__Task inputs__
----
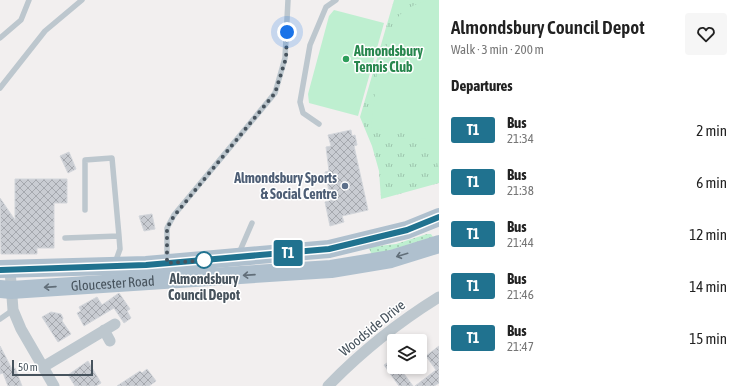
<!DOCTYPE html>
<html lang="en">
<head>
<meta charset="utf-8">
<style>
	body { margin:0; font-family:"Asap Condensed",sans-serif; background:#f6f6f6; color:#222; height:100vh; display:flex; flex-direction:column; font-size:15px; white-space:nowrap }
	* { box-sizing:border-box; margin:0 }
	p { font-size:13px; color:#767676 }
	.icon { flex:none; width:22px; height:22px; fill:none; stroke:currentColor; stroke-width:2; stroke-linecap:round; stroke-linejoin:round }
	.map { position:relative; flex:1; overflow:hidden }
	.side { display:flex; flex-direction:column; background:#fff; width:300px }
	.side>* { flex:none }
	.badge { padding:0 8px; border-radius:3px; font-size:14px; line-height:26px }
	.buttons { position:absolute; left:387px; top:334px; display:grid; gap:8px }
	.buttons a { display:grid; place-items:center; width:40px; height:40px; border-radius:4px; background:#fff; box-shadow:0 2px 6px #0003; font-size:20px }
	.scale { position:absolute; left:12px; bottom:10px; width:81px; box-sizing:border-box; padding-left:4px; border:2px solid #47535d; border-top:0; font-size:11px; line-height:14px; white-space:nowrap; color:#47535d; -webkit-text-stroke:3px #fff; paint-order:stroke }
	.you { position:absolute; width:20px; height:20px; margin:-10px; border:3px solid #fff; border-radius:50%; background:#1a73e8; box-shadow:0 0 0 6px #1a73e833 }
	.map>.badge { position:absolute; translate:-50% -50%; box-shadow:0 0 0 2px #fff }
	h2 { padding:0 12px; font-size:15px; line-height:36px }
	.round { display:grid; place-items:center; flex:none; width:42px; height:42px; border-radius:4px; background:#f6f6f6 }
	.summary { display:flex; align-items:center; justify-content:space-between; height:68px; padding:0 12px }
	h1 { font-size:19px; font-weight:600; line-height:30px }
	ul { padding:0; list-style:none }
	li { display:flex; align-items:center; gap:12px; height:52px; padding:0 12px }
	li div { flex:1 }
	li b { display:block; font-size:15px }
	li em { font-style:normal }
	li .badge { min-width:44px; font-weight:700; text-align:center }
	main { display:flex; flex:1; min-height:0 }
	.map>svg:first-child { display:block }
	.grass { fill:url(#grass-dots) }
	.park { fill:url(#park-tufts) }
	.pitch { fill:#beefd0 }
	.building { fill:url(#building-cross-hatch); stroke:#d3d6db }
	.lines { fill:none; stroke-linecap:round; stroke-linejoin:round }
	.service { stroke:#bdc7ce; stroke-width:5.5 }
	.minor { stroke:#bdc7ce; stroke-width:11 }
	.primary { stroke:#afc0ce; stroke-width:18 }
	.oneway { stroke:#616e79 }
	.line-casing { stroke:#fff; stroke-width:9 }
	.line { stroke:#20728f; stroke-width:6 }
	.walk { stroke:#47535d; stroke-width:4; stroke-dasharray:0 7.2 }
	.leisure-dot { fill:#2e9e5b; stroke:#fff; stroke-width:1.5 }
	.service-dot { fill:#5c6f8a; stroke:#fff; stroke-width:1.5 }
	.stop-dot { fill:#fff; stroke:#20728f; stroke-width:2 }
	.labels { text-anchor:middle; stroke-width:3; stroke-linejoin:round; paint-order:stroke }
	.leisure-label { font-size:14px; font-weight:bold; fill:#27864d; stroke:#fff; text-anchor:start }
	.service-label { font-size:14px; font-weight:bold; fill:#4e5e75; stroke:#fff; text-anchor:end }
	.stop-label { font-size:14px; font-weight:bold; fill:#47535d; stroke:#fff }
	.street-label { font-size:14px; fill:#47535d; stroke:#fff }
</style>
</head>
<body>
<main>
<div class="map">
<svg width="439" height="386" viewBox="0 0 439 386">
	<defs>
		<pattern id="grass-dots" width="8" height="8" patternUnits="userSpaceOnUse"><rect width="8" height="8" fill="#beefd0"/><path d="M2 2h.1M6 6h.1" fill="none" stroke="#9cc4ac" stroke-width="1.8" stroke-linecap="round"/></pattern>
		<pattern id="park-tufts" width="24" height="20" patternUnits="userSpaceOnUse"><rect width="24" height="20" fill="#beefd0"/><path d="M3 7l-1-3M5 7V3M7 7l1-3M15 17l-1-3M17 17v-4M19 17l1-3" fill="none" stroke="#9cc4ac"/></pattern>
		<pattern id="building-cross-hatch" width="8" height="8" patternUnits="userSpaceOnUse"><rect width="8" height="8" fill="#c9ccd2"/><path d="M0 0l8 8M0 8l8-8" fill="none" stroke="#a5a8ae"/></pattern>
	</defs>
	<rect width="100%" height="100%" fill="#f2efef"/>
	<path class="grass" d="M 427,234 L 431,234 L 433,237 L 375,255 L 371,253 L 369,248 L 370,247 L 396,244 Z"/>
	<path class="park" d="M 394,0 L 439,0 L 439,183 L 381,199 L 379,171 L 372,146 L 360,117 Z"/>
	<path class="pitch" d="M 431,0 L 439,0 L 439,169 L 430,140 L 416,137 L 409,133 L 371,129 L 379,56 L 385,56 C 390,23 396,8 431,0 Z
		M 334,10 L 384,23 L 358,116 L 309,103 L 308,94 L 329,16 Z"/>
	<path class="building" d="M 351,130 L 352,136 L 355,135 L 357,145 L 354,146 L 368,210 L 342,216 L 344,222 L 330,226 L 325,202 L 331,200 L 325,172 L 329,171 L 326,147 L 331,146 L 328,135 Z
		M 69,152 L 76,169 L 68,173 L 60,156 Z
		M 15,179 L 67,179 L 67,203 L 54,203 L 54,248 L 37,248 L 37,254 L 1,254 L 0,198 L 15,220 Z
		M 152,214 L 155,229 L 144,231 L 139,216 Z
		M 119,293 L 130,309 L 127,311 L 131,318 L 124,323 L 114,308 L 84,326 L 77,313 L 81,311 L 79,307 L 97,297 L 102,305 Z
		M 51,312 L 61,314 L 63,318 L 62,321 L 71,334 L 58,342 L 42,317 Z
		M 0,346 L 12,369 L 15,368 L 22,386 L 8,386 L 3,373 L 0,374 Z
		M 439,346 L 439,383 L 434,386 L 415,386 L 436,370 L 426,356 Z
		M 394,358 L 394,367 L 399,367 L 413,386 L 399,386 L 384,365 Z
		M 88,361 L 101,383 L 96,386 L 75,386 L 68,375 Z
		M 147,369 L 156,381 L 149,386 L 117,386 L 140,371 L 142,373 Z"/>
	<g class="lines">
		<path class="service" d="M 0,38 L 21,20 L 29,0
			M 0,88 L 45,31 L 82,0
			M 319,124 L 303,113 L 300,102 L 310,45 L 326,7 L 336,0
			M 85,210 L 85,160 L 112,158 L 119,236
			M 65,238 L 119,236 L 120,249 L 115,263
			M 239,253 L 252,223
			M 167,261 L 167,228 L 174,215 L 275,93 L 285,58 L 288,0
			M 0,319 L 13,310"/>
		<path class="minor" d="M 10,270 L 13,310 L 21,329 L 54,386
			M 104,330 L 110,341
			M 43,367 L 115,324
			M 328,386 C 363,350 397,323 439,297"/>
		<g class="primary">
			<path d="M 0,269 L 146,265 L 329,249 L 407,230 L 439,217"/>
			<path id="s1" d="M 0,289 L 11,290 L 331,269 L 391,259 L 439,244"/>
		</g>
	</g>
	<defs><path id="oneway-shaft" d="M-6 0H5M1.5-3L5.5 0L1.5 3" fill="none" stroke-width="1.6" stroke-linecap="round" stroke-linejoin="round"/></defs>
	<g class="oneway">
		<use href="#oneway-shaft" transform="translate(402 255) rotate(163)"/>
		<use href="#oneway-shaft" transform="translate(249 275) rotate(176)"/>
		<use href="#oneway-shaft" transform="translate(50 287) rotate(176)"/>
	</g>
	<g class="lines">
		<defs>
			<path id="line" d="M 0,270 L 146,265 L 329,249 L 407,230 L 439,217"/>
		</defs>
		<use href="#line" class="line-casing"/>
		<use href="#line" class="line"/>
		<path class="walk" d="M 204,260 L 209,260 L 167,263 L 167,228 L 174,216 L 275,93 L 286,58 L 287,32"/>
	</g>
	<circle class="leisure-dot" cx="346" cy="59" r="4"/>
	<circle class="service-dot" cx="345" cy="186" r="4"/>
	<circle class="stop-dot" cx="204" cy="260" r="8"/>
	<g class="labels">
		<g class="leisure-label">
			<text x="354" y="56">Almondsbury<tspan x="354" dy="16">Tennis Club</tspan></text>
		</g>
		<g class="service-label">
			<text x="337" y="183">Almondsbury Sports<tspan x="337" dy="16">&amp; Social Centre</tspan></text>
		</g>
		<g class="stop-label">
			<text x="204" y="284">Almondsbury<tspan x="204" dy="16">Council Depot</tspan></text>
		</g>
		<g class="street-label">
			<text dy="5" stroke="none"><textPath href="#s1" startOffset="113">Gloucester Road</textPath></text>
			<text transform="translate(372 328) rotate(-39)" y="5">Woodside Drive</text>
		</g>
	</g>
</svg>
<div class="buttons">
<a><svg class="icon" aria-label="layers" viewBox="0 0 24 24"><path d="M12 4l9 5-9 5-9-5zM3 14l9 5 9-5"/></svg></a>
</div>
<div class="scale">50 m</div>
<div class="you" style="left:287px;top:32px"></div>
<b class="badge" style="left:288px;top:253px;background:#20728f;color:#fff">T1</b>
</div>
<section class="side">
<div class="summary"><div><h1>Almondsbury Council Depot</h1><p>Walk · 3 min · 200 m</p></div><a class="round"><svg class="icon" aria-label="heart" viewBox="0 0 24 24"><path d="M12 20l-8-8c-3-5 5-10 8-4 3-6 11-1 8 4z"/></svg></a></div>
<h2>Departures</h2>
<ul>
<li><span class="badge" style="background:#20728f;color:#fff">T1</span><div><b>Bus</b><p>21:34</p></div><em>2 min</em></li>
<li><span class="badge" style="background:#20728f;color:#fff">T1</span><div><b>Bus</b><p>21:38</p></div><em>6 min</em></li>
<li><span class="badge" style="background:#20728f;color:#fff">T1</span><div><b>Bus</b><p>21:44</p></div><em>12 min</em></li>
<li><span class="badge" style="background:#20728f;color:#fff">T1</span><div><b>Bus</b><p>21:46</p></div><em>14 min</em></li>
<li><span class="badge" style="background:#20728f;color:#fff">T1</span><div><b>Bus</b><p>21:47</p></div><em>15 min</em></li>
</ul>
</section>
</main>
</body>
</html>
----
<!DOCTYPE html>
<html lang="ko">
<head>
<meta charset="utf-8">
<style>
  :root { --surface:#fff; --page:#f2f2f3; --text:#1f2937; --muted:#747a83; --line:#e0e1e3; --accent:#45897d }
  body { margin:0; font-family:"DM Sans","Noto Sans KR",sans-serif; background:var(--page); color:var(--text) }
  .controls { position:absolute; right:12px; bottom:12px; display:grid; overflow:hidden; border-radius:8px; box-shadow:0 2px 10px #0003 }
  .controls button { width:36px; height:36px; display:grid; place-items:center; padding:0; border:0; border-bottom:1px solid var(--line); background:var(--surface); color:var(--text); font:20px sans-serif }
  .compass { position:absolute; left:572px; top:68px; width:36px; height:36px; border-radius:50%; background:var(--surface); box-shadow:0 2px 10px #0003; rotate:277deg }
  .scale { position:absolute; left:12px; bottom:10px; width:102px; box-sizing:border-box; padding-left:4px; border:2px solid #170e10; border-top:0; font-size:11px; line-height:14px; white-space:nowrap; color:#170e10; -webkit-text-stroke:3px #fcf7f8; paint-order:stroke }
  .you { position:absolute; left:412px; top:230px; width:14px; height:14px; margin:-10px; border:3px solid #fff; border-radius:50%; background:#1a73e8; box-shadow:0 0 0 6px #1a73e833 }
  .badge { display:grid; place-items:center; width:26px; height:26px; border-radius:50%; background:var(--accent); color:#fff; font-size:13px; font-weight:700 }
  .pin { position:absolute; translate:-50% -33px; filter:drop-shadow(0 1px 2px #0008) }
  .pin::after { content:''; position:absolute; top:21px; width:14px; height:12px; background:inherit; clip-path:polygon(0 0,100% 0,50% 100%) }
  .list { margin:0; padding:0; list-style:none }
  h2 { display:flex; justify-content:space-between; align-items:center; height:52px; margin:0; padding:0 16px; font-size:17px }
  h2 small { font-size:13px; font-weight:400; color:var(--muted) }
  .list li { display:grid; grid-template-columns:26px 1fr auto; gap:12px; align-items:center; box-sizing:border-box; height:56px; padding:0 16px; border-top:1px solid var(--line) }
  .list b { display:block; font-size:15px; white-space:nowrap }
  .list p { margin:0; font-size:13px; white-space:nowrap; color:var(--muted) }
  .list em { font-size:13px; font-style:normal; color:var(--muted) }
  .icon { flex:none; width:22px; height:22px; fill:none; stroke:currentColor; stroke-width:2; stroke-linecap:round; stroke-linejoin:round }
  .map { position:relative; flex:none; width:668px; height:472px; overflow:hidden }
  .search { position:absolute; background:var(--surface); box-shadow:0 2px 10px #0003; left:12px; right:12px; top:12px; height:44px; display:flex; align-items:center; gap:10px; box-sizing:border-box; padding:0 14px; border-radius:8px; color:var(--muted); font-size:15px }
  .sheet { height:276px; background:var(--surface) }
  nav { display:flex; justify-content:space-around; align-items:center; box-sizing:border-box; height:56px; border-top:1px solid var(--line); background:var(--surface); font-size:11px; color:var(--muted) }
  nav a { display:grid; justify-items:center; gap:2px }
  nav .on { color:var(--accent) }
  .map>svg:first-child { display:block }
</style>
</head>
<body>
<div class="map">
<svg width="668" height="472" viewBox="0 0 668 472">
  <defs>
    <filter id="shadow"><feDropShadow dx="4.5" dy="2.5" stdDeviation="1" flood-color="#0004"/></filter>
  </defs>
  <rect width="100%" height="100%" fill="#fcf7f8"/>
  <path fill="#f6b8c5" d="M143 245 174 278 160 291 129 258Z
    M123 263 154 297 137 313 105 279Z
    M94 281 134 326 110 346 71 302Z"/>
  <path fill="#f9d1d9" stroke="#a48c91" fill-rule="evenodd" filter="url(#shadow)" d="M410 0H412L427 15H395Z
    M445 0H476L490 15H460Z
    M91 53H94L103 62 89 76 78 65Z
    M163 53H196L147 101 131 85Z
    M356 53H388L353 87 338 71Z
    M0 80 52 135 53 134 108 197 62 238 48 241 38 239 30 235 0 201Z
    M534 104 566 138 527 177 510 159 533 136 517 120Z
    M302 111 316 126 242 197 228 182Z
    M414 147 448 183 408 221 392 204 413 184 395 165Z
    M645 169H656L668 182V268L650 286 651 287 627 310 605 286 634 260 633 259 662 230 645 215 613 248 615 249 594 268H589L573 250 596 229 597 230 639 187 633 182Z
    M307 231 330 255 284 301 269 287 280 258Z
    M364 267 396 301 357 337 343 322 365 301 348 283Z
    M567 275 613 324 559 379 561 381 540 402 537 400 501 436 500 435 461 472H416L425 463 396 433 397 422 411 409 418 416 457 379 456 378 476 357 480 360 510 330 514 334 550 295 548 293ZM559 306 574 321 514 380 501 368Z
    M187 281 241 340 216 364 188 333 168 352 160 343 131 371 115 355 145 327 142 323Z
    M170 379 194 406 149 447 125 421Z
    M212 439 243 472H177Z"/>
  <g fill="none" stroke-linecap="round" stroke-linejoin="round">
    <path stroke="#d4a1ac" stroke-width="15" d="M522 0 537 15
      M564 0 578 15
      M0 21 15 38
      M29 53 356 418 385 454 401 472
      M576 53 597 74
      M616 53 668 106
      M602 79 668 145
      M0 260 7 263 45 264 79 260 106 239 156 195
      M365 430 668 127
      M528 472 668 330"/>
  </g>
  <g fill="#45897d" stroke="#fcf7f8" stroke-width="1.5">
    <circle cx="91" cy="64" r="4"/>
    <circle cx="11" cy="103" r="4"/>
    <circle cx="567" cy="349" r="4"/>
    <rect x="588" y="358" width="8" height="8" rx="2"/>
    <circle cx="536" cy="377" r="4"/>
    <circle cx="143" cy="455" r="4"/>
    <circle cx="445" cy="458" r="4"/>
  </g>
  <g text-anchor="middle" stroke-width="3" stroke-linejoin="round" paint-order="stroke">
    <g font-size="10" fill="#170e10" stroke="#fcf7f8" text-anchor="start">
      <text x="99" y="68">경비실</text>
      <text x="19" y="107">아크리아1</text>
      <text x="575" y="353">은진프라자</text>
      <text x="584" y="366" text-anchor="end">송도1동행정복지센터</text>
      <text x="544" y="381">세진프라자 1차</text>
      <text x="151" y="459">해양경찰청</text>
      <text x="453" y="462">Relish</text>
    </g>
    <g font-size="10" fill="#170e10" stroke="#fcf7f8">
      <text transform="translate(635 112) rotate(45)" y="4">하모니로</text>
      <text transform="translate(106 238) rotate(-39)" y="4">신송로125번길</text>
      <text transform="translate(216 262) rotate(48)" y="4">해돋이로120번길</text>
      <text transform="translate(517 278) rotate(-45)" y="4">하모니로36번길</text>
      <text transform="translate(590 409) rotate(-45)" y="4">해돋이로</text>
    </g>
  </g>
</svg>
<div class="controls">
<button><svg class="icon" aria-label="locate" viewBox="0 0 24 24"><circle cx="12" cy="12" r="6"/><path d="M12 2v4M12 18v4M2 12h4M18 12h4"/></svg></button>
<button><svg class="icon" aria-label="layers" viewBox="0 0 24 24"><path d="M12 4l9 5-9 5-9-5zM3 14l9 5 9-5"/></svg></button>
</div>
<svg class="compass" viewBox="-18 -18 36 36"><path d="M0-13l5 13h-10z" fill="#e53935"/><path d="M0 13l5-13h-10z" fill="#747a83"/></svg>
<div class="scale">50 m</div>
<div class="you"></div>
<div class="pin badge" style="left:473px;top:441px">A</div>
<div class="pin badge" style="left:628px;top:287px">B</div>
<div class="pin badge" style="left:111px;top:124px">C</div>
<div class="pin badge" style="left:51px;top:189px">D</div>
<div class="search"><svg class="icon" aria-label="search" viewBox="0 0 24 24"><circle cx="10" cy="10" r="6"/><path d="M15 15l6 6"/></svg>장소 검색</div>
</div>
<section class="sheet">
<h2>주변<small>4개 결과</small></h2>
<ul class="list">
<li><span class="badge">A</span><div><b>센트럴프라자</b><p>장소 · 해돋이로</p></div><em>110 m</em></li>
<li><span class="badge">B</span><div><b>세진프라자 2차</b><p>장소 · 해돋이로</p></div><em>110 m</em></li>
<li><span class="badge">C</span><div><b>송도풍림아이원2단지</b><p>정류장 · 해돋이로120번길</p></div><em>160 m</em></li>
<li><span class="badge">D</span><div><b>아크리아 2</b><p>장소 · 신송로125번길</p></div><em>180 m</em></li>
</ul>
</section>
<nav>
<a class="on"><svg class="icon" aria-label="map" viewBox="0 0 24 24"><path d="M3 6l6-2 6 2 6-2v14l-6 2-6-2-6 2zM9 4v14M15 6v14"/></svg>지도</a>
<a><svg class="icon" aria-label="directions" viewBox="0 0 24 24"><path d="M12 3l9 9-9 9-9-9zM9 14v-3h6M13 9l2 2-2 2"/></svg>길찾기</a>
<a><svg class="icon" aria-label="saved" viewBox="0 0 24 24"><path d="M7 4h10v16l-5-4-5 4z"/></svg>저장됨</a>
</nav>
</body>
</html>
----
__Requirement__
The string to find is "buttons"; copy every line of the listing that has it.

__Finished exercise__
	.buttons { position:absolute; left:387px; top:334px; display:grid; gap:8px }
	.buttons a { display:grid; place-items:center; width:40px; height:40px; border-radius:4px; background:#fff; box-shadow:0 2px 6px #0003; font-size:20px }
<div class="buttons">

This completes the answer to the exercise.